I love strategy games. From _Carrier Command_ back in the 80s to _Sid Meier 's
Alpha Centauri_ to _Stellaris_. I've recently picked up _Surviving Mars_ in
the Steam sale and it doesn't appear to be holding my attention as well as
Stellaris does.

Why? It probably can be reduced down to the reward factor. In Stellaris the
galaxy is pretty huge, there's a massive combination of races, ideologies and
other factors that all go together to create what feels like a novel/new
experience.

In Surviving Mars, your playing field is limited to a 10x10 grid, and you
quickly become bogged down keeping ahead of your colonists' needs. The
experience feels the same, and there's no real novelty.
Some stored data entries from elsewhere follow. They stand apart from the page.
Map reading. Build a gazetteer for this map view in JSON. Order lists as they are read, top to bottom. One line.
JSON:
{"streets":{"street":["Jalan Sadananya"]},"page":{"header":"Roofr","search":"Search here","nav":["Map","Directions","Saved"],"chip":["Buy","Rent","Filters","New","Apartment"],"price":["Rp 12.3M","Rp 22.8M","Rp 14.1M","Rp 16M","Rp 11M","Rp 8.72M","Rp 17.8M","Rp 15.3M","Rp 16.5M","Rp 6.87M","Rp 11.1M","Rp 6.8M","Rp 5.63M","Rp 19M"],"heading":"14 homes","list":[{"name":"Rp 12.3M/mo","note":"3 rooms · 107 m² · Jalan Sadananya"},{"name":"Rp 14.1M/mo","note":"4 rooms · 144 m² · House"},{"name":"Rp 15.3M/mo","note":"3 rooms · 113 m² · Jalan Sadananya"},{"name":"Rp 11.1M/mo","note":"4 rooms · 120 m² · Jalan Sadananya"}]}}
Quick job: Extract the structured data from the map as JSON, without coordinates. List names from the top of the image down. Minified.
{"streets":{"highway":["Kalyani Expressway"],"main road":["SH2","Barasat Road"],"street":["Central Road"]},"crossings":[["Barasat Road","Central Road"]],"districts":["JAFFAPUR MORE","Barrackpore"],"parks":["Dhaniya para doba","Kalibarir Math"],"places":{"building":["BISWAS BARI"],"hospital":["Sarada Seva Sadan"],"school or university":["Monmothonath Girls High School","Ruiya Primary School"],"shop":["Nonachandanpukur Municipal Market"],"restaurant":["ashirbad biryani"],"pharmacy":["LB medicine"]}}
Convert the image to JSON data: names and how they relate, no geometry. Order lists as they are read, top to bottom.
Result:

The planet just kind
of exists as a map outside your little grid, there's no way to visit or
expand, you just send expeditions out and get a text box saying they found x,
y or z.

Now, if someone could write a game that accurately captures the feel of
reading Kim Stanley Robinson's _Red Mars_ in an exploration/build/research
combined with novelty in a truly expansive world, that would be amazing.
Setting up your base, digging your habitats, finding volatiles and water and
all that good stuff. It would be great, if done well, of course.

But maybe by the time someone writes such a beast, we'd have people on Mars
for real.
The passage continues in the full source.